● Stored data entries

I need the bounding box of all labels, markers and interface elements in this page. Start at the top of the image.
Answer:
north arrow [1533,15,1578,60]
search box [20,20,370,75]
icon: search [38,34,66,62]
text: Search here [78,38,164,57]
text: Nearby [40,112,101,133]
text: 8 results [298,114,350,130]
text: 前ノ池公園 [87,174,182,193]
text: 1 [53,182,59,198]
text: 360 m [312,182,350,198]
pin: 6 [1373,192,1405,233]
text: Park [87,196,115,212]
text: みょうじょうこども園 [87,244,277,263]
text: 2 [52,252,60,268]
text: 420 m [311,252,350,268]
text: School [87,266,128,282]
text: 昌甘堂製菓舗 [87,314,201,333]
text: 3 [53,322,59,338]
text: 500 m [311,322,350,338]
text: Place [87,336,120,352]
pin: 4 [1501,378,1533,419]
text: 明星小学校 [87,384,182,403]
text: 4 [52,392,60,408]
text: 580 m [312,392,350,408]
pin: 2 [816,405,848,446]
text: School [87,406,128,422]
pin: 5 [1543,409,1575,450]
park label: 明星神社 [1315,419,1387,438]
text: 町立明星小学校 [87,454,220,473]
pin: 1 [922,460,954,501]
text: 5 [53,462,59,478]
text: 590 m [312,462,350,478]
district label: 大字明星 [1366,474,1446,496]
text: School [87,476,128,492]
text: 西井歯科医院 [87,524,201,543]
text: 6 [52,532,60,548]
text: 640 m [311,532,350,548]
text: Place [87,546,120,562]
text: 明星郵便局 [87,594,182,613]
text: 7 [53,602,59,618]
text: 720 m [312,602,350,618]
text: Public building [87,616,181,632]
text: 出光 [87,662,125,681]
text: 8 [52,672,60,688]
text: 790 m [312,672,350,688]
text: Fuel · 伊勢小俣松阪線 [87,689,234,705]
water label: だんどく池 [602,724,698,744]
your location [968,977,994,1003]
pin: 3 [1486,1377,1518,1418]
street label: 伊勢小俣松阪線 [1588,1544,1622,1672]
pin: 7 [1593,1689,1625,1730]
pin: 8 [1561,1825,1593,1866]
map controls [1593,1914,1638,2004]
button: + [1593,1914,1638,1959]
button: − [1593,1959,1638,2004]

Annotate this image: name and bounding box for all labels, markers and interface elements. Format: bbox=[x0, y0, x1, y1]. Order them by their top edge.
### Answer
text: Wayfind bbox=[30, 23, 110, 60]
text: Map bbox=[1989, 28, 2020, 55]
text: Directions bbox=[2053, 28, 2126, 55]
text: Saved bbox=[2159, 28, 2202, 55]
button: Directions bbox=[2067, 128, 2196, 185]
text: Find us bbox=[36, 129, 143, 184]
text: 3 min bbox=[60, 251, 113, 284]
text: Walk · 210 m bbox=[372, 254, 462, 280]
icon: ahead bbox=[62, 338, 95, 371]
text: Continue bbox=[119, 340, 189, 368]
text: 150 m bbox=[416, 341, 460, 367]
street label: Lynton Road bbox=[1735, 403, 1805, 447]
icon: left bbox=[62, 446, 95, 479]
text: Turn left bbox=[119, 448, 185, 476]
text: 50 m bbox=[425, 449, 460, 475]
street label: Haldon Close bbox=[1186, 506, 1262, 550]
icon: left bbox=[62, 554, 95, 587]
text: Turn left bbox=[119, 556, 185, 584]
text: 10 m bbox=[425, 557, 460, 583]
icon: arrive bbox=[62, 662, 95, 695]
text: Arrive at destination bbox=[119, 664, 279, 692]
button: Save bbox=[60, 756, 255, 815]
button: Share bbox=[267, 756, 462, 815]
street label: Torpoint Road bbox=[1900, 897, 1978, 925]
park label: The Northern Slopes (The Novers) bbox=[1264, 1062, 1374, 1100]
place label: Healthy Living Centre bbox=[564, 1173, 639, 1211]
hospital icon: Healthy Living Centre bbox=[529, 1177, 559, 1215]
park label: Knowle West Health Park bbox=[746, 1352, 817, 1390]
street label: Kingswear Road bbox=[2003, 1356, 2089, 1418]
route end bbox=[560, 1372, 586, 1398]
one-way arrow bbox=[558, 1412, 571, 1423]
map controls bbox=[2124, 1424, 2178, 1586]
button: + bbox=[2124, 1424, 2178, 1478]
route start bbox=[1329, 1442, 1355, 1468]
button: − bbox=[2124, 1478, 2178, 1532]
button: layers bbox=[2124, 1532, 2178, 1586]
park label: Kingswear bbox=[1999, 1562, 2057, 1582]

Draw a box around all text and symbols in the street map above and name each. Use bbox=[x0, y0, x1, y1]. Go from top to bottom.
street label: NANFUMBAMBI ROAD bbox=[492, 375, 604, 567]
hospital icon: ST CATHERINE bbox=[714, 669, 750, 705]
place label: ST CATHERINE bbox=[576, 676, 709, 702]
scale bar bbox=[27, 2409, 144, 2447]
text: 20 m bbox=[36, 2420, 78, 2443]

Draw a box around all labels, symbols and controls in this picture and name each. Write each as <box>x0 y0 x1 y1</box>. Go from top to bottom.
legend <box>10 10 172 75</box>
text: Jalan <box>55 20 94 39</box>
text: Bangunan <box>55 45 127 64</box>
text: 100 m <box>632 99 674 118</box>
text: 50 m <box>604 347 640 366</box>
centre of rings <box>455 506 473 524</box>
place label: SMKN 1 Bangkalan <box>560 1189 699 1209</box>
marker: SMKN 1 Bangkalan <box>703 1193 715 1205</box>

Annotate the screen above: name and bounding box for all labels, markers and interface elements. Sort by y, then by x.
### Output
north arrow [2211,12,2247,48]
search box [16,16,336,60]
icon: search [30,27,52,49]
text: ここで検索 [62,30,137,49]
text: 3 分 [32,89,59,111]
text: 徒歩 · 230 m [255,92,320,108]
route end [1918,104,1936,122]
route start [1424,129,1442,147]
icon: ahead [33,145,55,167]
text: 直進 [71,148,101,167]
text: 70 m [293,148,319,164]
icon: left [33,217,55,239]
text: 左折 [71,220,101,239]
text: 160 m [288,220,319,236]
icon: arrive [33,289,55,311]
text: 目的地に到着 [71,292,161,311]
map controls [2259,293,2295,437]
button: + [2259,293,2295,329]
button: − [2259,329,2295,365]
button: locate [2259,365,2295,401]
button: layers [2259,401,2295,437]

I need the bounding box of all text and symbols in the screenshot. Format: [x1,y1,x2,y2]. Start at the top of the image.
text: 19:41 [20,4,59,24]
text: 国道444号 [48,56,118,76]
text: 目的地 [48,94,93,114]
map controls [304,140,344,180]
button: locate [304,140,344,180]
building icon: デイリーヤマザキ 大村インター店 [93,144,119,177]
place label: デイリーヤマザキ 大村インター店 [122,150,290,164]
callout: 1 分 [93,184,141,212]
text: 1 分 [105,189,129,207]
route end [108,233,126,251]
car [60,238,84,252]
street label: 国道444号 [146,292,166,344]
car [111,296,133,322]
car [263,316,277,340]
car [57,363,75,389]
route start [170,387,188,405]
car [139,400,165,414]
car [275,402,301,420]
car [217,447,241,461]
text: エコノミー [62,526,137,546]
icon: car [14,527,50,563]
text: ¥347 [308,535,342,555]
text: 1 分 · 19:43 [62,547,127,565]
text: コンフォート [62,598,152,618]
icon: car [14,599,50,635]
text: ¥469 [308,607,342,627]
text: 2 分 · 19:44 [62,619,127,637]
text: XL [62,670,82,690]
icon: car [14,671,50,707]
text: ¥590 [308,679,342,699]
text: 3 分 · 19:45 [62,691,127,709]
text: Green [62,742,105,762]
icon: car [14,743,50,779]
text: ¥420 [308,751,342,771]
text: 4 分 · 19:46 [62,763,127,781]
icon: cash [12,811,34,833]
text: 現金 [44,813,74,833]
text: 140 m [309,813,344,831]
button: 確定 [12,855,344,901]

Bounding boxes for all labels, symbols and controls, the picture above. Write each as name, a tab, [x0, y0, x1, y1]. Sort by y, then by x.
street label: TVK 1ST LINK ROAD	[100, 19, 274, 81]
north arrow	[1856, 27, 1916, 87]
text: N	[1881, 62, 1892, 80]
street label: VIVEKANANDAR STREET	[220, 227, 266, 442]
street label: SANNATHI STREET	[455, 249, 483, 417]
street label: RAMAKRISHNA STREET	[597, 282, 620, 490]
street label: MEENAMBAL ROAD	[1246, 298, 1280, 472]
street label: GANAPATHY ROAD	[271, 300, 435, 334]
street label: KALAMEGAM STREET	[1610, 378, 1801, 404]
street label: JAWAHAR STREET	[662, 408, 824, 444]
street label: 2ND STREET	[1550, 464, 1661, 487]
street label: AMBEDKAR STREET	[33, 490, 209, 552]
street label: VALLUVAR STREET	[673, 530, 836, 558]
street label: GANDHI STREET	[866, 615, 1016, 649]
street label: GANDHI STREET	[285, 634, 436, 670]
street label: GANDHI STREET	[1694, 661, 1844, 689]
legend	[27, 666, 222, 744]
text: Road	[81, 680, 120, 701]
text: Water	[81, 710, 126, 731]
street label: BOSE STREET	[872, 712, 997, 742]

● TASK OBJECTIVE
Begin with the line containing "Bounding boxes for" and retype it and each line after it through the end of the records, keeping them exact and including nothing more.

● ANSWER SPACE
Bounding boxes for all labels, symbols and controls, the picture above. Write each as name, a tab, [x0, y0, x1, y1]. Sort by y, then by x.
street label: TVK 1ST LINK ROAD	[100, 19, 274, 81]
north arrow	[1856, 27, 1916, 87]
text: N	[1881, 62, 1892, 80]
street label: VIVEKANANDAR STREET	[220, 227, 266, 442]
street label: SANNATHI STREET	[455, 249, 483, 417]
street label: RAMAKRISHNA STREET	[597, 282, 620, 490]
street label: MEENAMBAL ROAD	[1246, 298, 1280, 472]
street label: GANAPATHY ROAD	[271, 300, 435, 334]
street label: KALAMEGAM STREET	[1610, 378, 1801, 404]
street label: JAWAHAR STREET	[662, 408, 824, 444]
street label: 2ND STREET	[1550, 464, 1661, 487]
street label: AMBEDKAR STREET	[33, 490, 209, 552]
street label: VALLUVAR STREET	[673, 530, 836, 558]
street label: GANDHI STREET	[866, 615, 1016, 649]
street label: GANDHI STREET	[285, 634, 436, 670]
street label: GANDHI STREET	[1694, 661, 1844, 689]
legend	[27, 666, 222, 744]
text: Road	[81, 680, 120, 701]
text: Water	[81, 710, 126, 731]
street label: BOSE STREET	[872, 712, 997, 742]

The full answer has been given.